■ **Work to be completed**:
Of the entries below, return only those lines from the line with "position:relative; width:589px; height:1150px;" to the line with "height:2.5px; margin-top:-1.25px; transform-origin:0;", exactly, both included.

[[ Data to use, beginning ]]

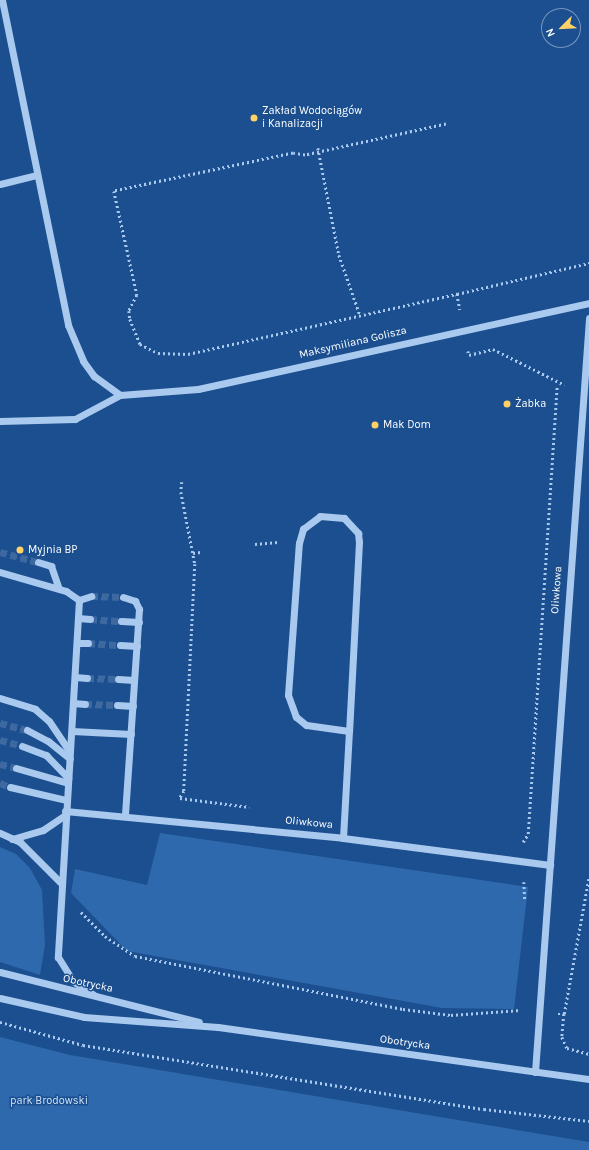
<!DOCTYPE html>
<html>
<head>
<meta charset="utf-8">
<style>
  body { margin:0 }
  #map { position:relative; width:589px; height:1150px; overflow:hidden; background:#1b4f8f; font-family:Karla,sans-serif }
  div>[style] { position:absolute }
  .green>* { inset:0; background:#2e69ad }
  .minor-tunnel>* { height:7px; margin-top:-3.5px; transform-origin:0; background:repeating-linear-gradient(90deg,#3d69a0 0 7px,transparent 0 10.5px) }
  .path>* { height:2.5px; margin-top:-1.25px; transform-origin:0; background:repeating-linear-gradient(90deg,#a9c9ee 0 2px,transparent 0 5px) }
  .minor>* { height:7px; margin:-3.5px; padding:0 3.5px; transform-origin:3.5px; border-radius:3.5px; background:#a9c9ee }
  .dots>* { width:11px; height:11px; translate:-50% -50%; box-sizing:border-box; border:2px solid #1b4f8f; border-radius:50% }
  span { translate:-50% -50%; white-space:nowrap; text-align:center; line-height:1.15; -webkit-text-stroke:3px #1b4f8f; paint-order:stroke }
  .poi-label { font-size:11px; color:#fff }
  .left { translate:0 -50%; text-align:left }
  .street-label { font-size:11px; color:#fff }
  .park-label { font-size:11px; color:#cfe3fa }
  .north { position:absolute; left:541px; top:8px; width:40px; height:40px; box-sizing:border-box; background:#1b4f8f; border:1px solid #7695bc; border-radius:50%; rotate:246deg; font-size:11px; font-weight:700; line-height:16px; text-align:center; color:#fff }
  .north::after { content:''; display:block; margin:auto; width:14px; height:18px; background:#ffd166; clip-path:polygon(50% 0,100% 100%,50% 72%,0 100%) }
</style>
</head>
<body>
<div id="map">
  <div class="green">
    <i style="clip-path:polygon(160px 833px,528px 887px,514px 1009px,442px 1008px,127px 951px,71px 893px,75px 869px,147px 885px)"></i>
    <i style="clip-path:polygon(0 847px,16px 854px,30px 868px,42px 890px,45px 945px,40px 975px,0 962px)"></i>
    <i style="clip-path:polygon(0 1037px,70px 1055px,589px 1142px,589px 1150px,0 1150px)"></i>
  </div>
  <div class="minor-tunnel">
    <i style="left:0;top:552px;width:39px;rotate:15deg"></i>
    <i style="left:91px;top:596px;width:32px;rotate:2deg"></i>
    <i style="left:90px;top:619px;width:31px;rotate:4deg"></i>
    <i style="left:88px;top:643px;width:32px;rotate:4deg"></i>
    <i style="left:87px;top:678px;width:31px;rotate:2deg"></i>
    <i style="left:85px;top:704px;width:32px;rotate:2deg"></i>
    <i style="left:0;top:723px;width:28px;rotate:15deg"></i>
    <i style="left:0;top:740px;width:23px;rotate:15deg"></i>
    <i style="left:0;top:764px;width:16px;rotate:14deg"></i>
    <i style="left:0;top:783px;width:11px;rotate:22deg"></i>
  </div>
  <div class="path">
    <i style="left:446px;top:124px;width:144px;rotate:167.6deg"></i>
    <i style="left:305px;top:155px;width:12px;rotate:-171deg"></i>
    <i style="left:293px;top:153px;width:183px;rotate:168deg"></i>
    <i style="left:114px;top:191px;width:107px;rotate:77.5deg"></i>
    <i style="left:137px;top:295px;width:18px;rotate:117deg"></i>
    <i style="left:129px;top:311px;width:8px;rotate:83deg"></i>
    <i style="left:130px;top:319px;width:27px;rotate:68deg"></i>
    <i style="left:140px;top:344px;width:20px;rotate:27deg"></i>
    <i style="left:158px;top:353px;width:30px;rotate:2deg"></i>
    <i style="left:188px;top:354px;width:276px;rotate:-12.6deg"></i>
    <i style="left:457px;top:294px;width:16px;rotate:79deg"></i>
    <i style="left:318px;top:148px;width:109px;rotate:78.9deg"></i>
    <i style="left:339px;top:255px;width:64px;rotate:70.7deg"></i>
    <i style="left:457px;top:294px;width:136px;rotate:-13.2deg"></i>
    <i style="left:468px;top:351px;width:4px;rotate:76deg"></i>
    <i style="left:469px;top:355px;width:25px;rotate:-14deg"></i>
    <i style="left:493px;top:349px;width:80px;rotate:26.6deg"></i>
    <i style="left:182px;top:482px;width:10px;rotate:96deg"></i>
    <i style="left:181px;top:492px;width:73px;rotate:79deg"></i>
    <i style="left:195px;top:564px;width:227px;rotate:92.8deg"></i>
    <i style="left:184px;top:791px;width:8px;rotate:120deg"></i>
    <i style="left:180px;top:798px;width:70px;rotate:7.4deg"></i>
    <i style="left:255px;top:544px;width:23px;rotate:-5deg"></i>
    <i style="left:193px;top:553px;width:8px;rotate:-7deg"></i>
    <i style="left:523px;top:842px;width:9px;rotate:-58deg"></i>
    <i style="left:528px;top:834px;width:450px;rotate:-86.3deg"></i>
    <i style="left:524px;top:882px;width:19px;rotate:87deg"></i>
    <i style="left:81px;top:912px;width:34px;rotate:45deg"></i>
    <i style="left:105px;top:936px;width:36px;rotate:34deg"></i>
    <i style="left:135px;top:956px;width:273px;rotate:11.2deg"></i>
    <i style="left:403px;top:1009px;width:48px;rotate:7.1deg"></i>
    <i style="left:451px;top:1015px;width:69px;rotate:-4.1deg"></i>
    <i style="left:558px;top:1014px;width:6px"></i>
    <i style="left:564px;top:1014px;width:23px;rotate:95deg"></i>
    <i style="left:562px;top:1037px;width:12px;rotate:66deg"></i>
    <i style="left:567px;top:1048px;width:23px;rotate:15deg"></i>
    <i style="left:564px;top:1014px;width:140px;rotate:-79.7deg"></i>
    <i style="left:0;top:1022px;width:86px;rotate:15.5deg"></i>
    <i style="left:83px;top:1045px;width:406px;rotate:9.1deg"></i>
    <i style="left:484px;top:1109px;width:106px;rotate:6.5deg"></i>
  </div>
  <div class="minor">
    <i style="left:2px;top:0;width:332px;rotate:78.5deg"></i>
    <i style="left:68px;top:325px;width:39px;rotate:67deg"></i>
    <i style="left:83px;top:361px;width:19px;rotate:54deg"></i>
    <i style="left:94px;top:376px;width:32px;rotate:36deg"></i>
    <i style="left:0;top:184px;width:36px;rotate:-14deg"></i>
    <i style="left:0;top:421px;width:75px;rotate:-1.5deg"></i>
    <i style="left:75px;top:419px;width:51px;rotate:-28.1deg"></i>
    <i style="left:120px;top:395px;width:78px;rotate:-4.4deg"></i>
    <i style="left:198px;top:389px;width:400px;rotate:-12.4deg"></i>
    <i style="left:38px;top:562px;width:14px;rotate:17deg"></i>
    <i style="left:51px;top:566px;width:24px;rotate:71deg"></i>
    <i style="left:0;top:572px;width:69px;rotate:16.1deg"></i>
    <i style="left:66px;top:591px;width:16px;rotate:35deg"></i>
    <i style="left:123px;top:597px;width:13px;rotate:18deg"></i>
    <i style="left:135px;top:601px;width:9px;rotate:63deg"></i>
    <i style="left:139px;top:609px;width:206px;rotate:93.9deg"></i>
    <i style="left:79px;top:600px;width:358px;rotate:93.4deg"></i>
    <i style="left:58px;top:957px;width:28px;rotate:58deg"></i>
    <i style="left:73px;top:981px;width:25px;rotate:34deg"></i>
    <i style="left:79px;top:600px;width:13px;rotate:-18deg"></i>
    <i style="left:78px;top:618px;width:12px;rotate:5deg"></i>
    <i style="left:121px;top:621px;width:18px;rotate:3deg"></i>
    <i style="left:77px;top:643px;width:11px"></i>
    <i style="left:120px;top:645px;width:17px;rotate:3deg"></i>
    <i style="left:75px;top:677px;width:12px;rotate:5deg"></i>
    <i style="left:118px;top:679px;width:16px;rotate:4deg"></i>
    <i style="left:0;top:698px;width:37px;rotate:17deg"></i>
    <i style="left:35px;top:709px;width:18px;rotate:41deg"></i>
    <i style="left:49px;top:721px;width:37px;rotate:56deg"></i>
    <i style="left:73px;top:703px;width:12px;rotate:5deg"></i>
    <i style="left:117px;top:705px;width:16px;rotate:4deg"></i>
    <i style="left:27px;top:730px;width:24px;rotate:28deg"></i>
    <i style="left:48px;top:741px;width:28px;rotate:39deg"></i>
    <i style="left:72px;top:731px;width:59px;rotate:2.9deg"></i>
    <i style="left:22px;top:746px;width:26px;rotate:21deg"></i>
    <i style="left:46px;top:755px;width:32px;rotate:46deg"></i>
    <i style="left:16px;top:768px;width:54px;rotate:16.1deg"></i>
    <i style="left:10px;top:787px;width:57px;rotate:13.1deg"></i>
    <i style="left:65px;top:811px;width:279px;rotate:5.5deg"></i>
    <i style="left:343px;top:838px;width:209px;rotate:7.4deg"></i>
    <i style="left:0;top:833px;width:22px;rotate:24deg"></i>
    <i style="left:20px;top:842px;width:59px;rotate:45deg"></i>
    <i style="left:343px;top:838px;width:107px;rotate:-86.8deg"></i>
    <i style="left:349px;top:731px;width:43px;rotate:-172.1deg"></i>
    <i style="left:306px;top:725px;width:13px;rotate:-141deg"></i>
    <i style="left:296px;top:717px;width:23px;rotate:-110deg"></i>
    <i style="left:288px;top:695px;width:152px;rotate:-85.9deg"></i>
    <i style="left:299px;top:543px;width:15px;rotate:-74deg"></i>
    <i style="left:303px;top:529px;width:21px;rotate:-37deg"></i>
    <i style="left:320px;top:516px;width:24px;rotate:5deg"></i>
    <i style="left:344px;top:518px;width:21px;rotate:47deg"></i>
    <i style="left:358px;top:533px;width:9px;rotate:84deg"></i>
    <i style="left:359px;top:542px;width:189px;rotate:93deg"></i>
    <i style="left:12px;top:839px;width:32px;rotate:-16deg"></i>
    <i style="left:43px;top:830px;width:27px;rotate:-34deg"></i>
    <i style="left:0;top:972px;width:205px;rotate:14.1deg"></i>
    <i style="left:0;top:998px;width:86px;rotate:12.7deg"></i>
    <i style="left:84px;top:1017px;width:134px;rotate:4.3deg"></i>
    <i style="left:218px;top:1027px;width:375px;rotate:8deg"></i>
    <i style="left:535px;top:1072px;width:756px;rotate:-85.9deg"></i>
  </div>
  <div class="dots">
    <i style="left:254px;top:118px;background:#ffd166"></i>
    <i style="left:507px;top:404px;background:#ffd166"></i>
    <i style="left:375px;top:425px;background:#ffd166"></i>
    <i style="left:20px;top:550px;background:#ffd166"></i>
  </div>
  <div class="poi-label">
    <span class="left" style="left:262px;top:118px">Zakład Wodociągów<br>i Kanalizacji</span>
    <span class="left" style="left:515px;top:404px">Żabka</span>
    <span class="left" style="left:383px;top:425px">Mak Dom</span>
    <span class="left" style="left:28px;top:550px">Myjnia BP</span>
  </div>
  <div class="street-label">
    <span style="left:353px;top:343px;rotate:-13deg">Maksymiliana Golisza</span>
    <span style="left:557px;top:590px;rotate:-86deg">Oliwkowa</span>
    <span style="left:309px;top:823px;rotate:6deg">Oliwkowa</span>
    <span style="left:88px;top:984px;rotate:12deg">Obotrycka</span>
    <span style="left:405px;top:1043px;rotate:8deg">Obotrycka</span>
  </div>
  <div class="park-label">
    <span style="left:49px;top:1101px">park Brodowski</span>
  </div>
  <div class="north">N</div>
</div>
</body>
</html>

[[ Data to use, end ]]

■ **Solved problem**:
  #map { position:relative; width:589px; height:1150px; overflow:hidden; background:#1b4f8f; font-family:Karla,sans-serif }
  div>[style] { position:absolute }
  .green>* { inset:0; background:#2e69ad }
  .minor-tunnel>* { height:7px; margin-top:-3.5px; transform-origin:0; background:repeating-linear-gradient(90deg,#3d69a0 0 7px,transparent 0 10.5px) }
  .path>* { height:2.5px; margin-top:-1.25px; transform-origin:0; background:repeating-linear-gradient(90deg,#a9c9ee 0 2px,transparent 0 5px) }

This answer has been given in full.